Credit rating downgrade - does it matter and who does it help?

Moody's, one of three 'Credit Ratings Agencies' has downgraded the UK governments credit standing from AAA (the best rating meaning 'very safe' to lend to) to AA1 (meaning 'pretty much safe' to lend to).

So what difference does this make? All loans require a rate of interest to be paid. The rate charged is made up of several elements, such as a 'pure' element - the profit to the lender - an 'inflation protection' element - the lender gets back what they lent in real terms - and a 'risk of default' element. The last one means the premium charged to protect the lender against the chance of not being repaid. The credit rating is about that element. When a country or firm has a AAA rating then this element can effectively be zero; there is no risk of default.

To the extent that the UK government will always repay its debts then there is no risk of default. So AA1 shouldn't really make a difference to lenders. But if it did and lenders started demanding higher interest rates then this will increase the already significant interest rate bill to be paid by taxpayers each year (currently about £50 billion).
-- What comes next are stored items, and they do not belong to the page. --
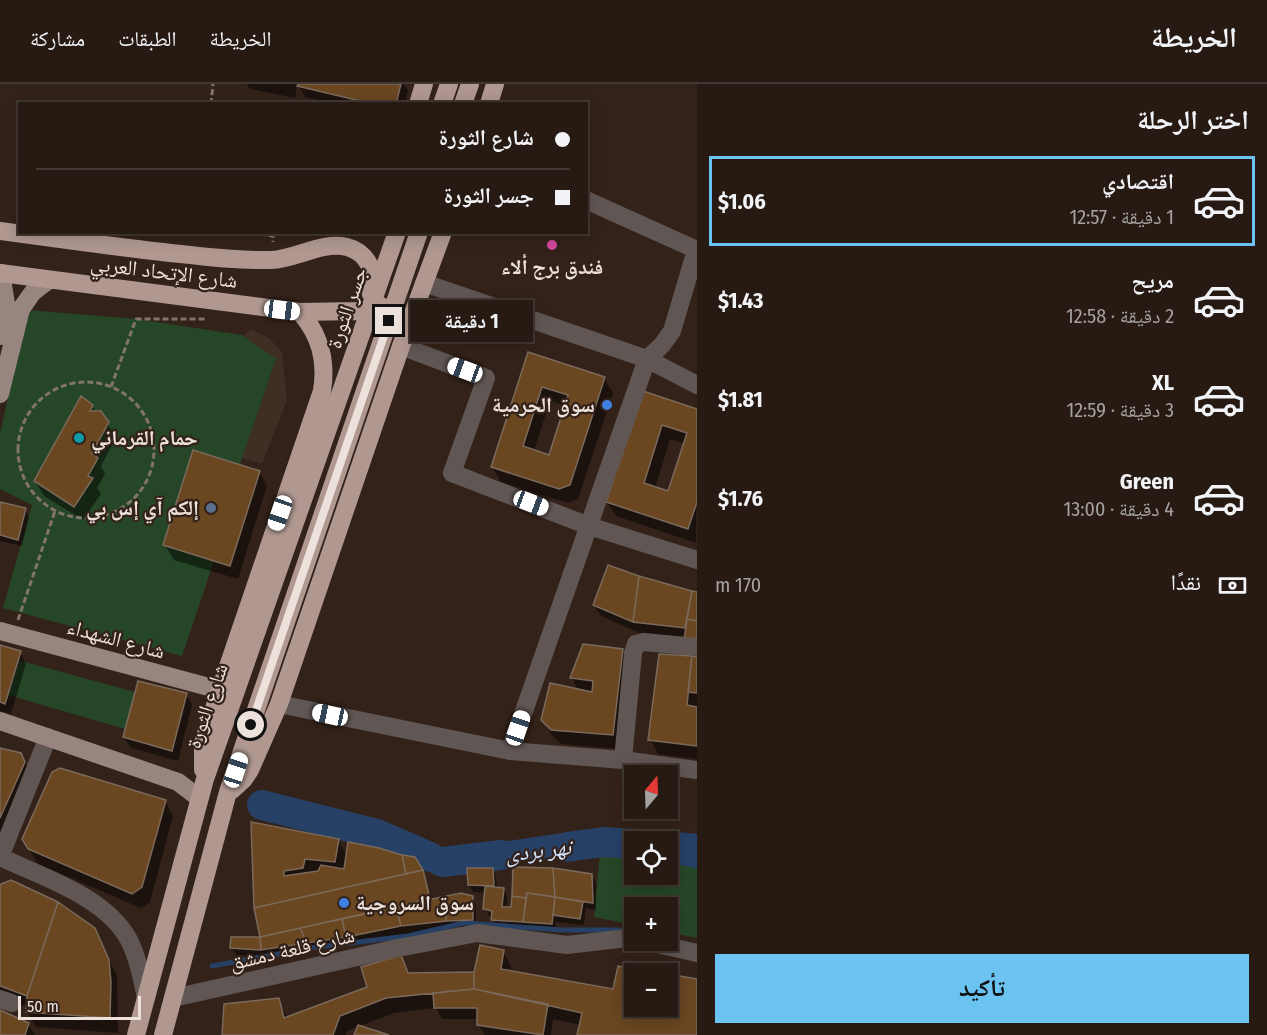 <!DOCTYPE html>
<html lang="ar">
<meta charset="utf-8">
<style>
body{margin:0;font-family:"Fira Sans Condensed","Noto Naskh Arabic",sans-serif;background:#2e231c;color:#f1f3f6;direction:rtl;height:100vh;display:flex;flex-direction:column;font-size:22px;white-space:nowrap}
*{box-sizing:border-box;margin:0}
p{font-size:20px;color:#a4a1a0}
.icon{flex:none;width:33px;height:33px;fill:none;stroke:currentColor;stroke-width:2;stroke-linecap:round;stroke-linejoin:round}
.map{position:relative;flex:1;overflow:hidden;direction:ltr}
.drawer{display:flex;flex-direction:column;background:#261a13;width:570px}
.drawer>*{flex:none}
.top-card{position:absolute;left:18px;top:18px;width:570px;height:132px;border-radius:0px;box-shadow:0 3px 15px #0003,0 0 0 2px #423833;direction:rtl;display:grid;align-content:center;height:132px;padding:0 18px;background:#261a13}
.needle{width:39px;rotate:19deg}
.buttons{position:absolute;left:624px;top:681px;display:grid;gap:12px}
.buttons a{display:grid;place-items:center;width:54px;height:54px;border-radius:0px;background:#261a13;box-shadow:0 3px 15px #0003,0 0 0 2px #423833;font-size:30px}
.scale{position:absolute;left:18px;bottom:15px;width:123px;box-sizing:border-box;padding-left:6px;border:3px solid #ede1db;border-top:0;font-size:16px;line-height:21px;white-space:nowrap;color:#ede1db;-webkit-text-stroke:4px #332219;paint-order:stroke}
.end{position:absolute;width:27px;height:27px;margin:-14px;border:8px solid #ede1db;background:#111;box-shadow:0 0 0 3px #111}
.from{border-radius:50%}
.bubble{position:absolute;height:42px;border-radius:0px;background:#261a13;box-shadow:0 3px 15px #0003,0 0 0 2px #423833;font-size:20px;font-weight:700;line-height:42px;text-align:center;direction:rtl}
.car{position:absolute;width:18px;height:36px;margin:-18px -9px;border-radius:8px;box-shadow:0 0 4px 2px #0007;background:linear-gradient(#fff 24%,#345 0 40%,#fff 0 76%,#345 0 86%,#fff 0)}
.top-card b{display:flex;align-items:center;gap:21px;height:57px;font-size:22px}
.top-card b+b{border-top:2px solid #423833}
.top-card i{width:15px;height:15px;background:#f1f3f6}
ul{padding:0;list-style:none}
li{display:flex;align-items:center;gap:18px;height:90px;margin:0 12px 9px;padding:0 6px;border:3px solid transparent;border-radius:0px}
li div{flex:1}
li b{display:block;font-size:22px}
li em{font-style:normal;font-weight:700}
li.on{border-color:#6ac3f1}
li>.icon{width:54px;height:54px;stroke-width:1.5}
h2{padding:0 18px;font-size:27px;line-height:72px}
.pay{display:flex;align-items:center;gap:15px;height:66px;padding:0 18px;font-size:22px}
.pay p{margin-inline-start:auto}
.button{display:flex;gap:12px;margin-top:auto;padding:12px 18px}
.button a{flex:1;height:69px;border-radius:0px;background:#6ac3f1;color:#111;font-size:24px;font-weight:700;line-height:69px;text-align:center}
header{display:flex;align-items:center;gap:36px;box-sizing:border-box;height:84px;padding:0 30px;background:#261a13;border-bottom:2px solid #423833}
header strong{font-size:28px}
nav{display:flex;gap:33px;margin-inline-start:auto;font-size:21px}
main{display:flex;flex:1;min-height:0}
.map>svg:first-child{display:block}
</style>
<header>
<strong>الخريطة</strong>
<nav><a>الخريطة</a><a>الطبقات</a><a>مشاركة</a></nav>
</header>
<main>
<section class="drawer">
<h2>اختر الرحلة</h2>
<ul>
<li class="on"><svg class="icon" aria-label="car" viewBox="0 0 24 24"><path d="M5 17H2v-5l4-1 3-4h7l3 4 3 1v5h-3M9 17h6M6 11h13"/><circle cx="7" cy="17" r="2"/><circle cx="17" cy="17" r="2"/></svg><div><b>اقتصادي</b><p>1 دقيقة · 12:57</p></div><em>$1.06</em></li>
<li><svg class="icon" aria-label="car" viewBox="0 0 24 24"><path d="M5 17H2v-5l4-1 3-4h7l3 4 3 1v5h-3M9 17h6M6 11h13"/><circle cx="7" cy="17" r="2"/><circle cx="17" cy="17" r="2"/></svg><div><b>مريح</b><p>2 دقيقة · 12:58</p></div><em>$1.43</em></li>
<li><svg class="icon" aria-label="car" viewBox="0 0 24 24"><path d="M5 17H2v-5l4-1 3-4h7l3 4 3 1v5h-3M9 17h6M6 11h13"/><circle cx="7" cy="17" r="2"/><circle cx="17" cy="17" r="2"/></svg><div><b>XL</b><p>3 دقيقة · 12:59</p></div><em>$1.81</em></li>
<li><svg class="icon" aria-label="car" viewBox="0 0 24 24"><path d="M5 17H2v-5l4-1 3-4h7l3 4 3 1v5h-3M9 17h6M6 11h13"/><circle cx="7" cy="17" r="2"/><circle cx="17" cy="17" r="2"/></svg><div><b>Green</b><p>4 دقيقة · 13:00</p></div><em>$1.76</em></li>
</ul>
<div class="pay"><svg class="icon" aria-label="cash" viewBox="0 0 24 24"><path d="M3 7h18v10H3z"/><circle cx="12" cy="12" r="2"/></svg>نقدًا<p>170 m</p></div>
<div class="button"><a>تأكيد</a></div>
</section>
<div class="map">
<svg width="697" height="951" viewBox="0 0 697 951">
<rect width="100%" height="100%" fill="#332219"/>
<path fill="#3e2e24" d="M251 245 269 254 282 268 287 316 262 380 242 374 276 275 243 252Z"/>
<path fill="#264727" d="M27 226 136 235 242 251 276 275 240 380 193 366 164 461 214 477 182 572 3 524 32 421 0 405V350Z
M18 576 135 608 125 645 8 611Z
M634 767V790H668V772L697 778V854L668 848V824H634V841L594 833 600 770Z"/>
<path fill="#274066" d="M583 746H658L697 750V769L668 763V758H634V760L604 758 562 774 462 776 466 763Z"/>
<path fill="#0007" fill-rule="evenodd" d="M247 0H297L295 14 250 5Z
M298 0H404L408 7 405 20H335L305 13Z
M529 270 604 294 613 309 578 415 568 419 501 398 492 383ZM550 317 567 322 550 372 534 367Z
M644 309 697 327 696 459 616 432 607 418ZM670 355 685 360 669 409 655 405Z
M92 322 96 329 107 339 116 354 101 382 105 390 97 404 101 410 83 436 44 412 35 397Z
M259 388 267 402 238 495 174 476 165 461Z
M0 419 25 426 29 433 22 462 0 457Z
M609 483 697 510 686 554 640 549 601 532 594 521Z
M0 563 20 569 26 580 11 630 0 627Z
M622 567 630 581 621 665 561 660 551 650 542 635 579 607 572 594Z
M697 574V675L658 670 650 655Z
M186 610 192 621 178 677 131 664 124 653Z
M0 666 21 671 29 686 0 757Z
M165 717 173 732 150 818 141 824 38 780 29 764Z
M253 740 338 756 347 772 414 774 424 791 430 817 472 814 476 821V843H451L265 873 236 871 232 864 262 855Z
M514 784 592 792 596 799V826L586 824 584 841 556 838 555 847 497 843 493 833 489 832 485 825 486 809 473 808 469 800 492 785 496 793 497 804 503 805 507 812 506 825H513Z
M0 807 94 845 117 892 118 949 36 943 27 928 28 923 0 913Z
M503 868 511 882V888L615 907 634 890V922H668V892L697 896V951H579L581 941 553 935 551 951H485L478 940V935H442L436 924 394 929 347 947 346 951H224L278 916 288 934 368 904 401 873 410 891 475 889Z
M0 928 28 940 35 951H0Z"/>
<g fill="none" stroke-linecap="round" stroke-linejoin="round">
<path stroke="#274066" stroke-width="5" d="M212 882 317 863 408 852 464 839 562 846H620"/>
<path stroke="#274066" stroke-width="30" d="M262 721 377 750 430 773
M567 763 604 758 634 760
M668 763 697 769
M442 778 501 771"/>
</g>
<path fill="#6a4621" stroke="#7b6a5b" stroke-width="1.5" fill-rule="evenodd" d="M298 0H401L396 20H373L297 2Z
M528 268 605 293 570 401 559 405 491 383ZM542 303 568 311 549 371 523 362Z
M643 307 697 325V418L688 445 606 418ZM662 341 687 349 668 407 644 399Z
M81 312 93 321 90 327H101L109 338 92 369 98 374 88 392 93 394 74 423 34 397Z
M193 366 260 387 230 482 163 461Z
M0 418 26 424 18 456 0 451Z
M608 481 639 492 633 538 593 521Z
M639 492 692 507 685 544 633 538Z
M692 507 697 508V537L687 535Z
M687 535 697 537V558L684 556Z
M583 560 623 565 613 651 551 646 541 636 550 599 592 608 593 597 570 594Z
M0 561 21 567 5 620 0 618Z
M659 570 692 572 687 621 697 623V662L648 656Z
M692 572 697 573V609L688 608Z
M138 597 187 609 172 667 123 653Z
M0 664 21 669 25 678 0 734Z
M60 684 166 716 142 803 132 810 28 765 22 755 52 688Z
M251 738 339 755 335 778 305 775 303 784 284 787V792L318 787 321 781 344 785 348 758 379 764 402 771 406 790 254 824Z
M402 771 415 773 423 786 406 790Z
M513 783 553 784 555 813 527 809 526 814 512 812Z
M467 784H493L494 802 468 801Z
M553 784 592 790 593 819 555 813Z
M423 786 430 815 260 853 254 824Z
M11 796 58 818 27 912 0 902V803L1 800Z
M485 802 504 804 502 823H511L512 812 526 814 523 838 491 836 492 827 483 825Z
M461 809 473 812V836L446 837V812Z
M527 809 555 813 552 840 523 838Z
M446 812V837L401 842 396 823Z
M555 813 583 818 580 835 553 831Z
M58 818 95 844 109 876 111 898 110 934 26 928 27 912Z
M396 823 401 842 346 853 342 835Z
M342 835 346 853 307 859 300 844Z
M300 844 307 859 261 866 260 853Z
M231 853H260L261 866 230 864Z
M480 861 504 866 501 885 613 905 618 882 664 890H634V922H668V890L697 895V951H577L582 929 474 905V888Z
M401 871 408 889 474 888V905L386 914 340 932 333 951H222L224 920 279 914 284 934 367 903 361 883Z
M474 905 548 920 543 951 477 941V924H434L433 909Z
M0 926 29 939 25 951H0Z
M358 941 389 951H354Z"/>
<g fill="none" stroke-linecap="round" stroke-linejoin="round">
<path stroke="#82736b" stroke-width="3" stroke-dasharray="6 3" stroke-linecap="butt" d="M211 20 213 0
M242 148 273 152V158
M18 366a68 68 0 1 1 136 0a68 68 0 1 1-136 0Z
M111 303 136 235H206
M18 536 55 427"/>
<path stroke="#605754" stroke-width="18" d="M586 116 697 166
M424 199 647 275 697 301
M401 262 486 294 452 389 589 442 697 476
M279 620 510 667 623 676 697 686
M510 667 647 275 662 261 672 247 696 166
M623 676 633 569 636 560 644 558 697 563
M0 773C43 793 106 813 129 856 138 874 142 895 146 914
M0 773 48 653
M640 856 697 869
M173 914 398 864 477 849 567 861 627 854 634 855
M0 915 12 919"/>
<path stroke="#99857f" stroke-width="18" d="M0 252 6 220 1 189
M0 310 21 225 33 208 49 196
M0 547 220 606
M0 637 178 698 199 714"/>
<path stroke="#b09891" stroke-width="18" d="M418 20 424 0
M442 20 449 0
M463 20 470 0
M489 20 495 0
M0 147C51 154 102 161 153 167 192 171 232 177 271 176 297 175 321 157 347 163 367 168 379 191 371 210
M0 189 300 228 357 227 381 222
M203 686V659L220 606 322 307C327 276 320 251 300 228
M232 706 244 695 250 686 279 620 401 262 443 148
M136 951 205 695 397 148
M163 951 228 708 419 148"/>
</g>
<g fill="none" stroke-linecap="round" stroke-linejoin="round">
<path stroke="#ede1db" stroke-width="8" d="M251 641 389 237"/>
</g>
<circle fill="#d1479c" stroke="#332219" stroke-width="2" cx="552" cy="161" r="6"/>
<g fill="#3f7fe0" stroke="#332219" stroke-width="2">
<circle cx="607" cy="321" r="6"/>
<circle cx="344" cy="819" r="6"/>
</g>
<circle fill="#0f9aa8" stroke="#332219" stroke-width="2" cx="79" cy="354" r="6"/>
<circle fill="#5c6f8a" stroke="#332219" stroke-width="2" cx="211" cy="424" r="6"/>
<g text-anchor="middle" stroke-width="4.5" stroke-linejoin="round" paint-order="stroke">
<g font-size="21" font-weight="bold" fill="#ede1db" stroke="#332219" text-anchor="end">
<text x="552" y="190" text-anchor="middle">فندق برج ألاء</text>
<text x="595" y="328">سوق الحرمية</text>
<text x="91" y="361" text-anchor="start">حمام القرماني</text>
<text x="199" y="431">إلكم آي إس بي</text>
<text x="356" y="826" text-anchor="start">سوق السروجية</text>
</g>
<g font-size="21" fill="#ede1db" stroke="#332219">
<text transform="translate(164 188) rotate(7)" y="7">شارع الإتحاد العربي</text>
<text transform="translate(347 224) rotate(-71)" y="7">جسر الثورة</text>
<text transform="translate(116 555) rotate(15)" y="7">شارع الشهداء</text>
<text transform="translate(207 622) rotate(-71)" y="7">شارع الثورة</text>
<text transform="translate(292 865) rotate(-13)" y="7">شارع قلعة دمشق</text>
</g>
<g font-size="22" font-style="italic" fill="#d2e4fe" stroke="#332219">
<text transform="translate(538 766) rotate(-7)" y="8">نهر بردى</text>
</g>
</g>
</svg>
<div class="buttons">
<a><svg class="needle" viewBox="-14 -14 28 28"><path d="M0-13l5 13h-10z" fill="#e53935"/><path d="M0 13l5-13h-10z" fill="#a4a1a0"/></svg></a>
<a><svg class="icon" aria-label="locate" viewBox="0 0 24 24"><circle cx="12" cy="12" r="6"/><path d="M12 2v4M12 18v4M2 12h4M18 12h4"/></svg></a>
<a>+</a>
<a>−</a>
</div>
<div class="scale">50 m</div>
<i class="end from" style="left:251px;top:641px"></i>
<i class="end" style="left:389px;top:237px"></i>
<div class="bubble" style="left:410px;top:216px;width:123px">1 دقيقة</div>
<i class="car" style="left:282px;top:226px;rotate:97deg"></i>
<i class="car" style="left:465px;top:286px;rotate:290deg"></i>
<i class="car" style="left:531px;top:419px;rotate:111deg"></i>
<i class="car" style="left:280px;top:429px;rotate:199deg"></i>
<i class="car" style="left:330px;top:631px;rotate:282deg"></i>
<i class="car" style="left:518px;top:644px;rotate:19deg"></i>
<i class="car" style="left:236px;top:686px;rotate:18deg"></i>
<div class="top-card">
<b><i class="from"></i>شارع الثورة</b>
<b><i></i>جسر الثورة</b>
</div>
</div>
</main>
Further if the government has to pay more to borrow so will everyone else. Lenders will be attracted to lend where rates are highest. To get them to lend to mortgage borrowers the interest rate will also have to rise, otherwise they will lend their money to safe governments. So, as the Chancellor has been at pains to point out, the government paying more interest affects all borrowers.

If firms and consumers have to pay higher interest rates then Consumption and Investment will not rise as fast as hoped and recovery will be further delayed.

Ed Balls blames the government and says it is all their fault for not borrowing more. If they had done then the economy would have grown faster and this problem would have been avoided. (Moody's blame slow growth for the downgrade).

The Chancellor says had the government not cut the deficit (well tried to) then this downgrade would have come much sooner.

It is not clear which version of events is right. Balls has the problem that a credible deficit reduction plan is essential to keep the credit rating and must contend with the ineffectiveness of stimulus policies generally. Osborne faces a rising deficit and missed targets with very poor growth.

Whoever is right the downgrade will make little difference in reality. France and the USA continue to borrow at record low interest rates despite being downgraded already. Two of the three rating agencies have not yet downgraded the UK.

Perhaps the most obvious point to make is that these same rating agencies stamped the mortgage backed securities that turned out to be worthless and caused the Global Financial Crisis 'Triple A'. Their credibility is pretty low and one of them is currently being taken to court by the US government for their role in misleading investors.

1 comment:

  1. The real problem is that Osborne placed such high premium on the AAA rating, and he set it up to be the test for his economic policy and yet he is the first Chancellor to lose Britain its AAA rating since 1978. The reason why this is coming back to bite him is because he said kept on making out that the only reason for his economic policy, was because Britain would lose its AAA rating and the bond markets would lose confidence in our ability to pay down our debts meaning higher interest rates etc.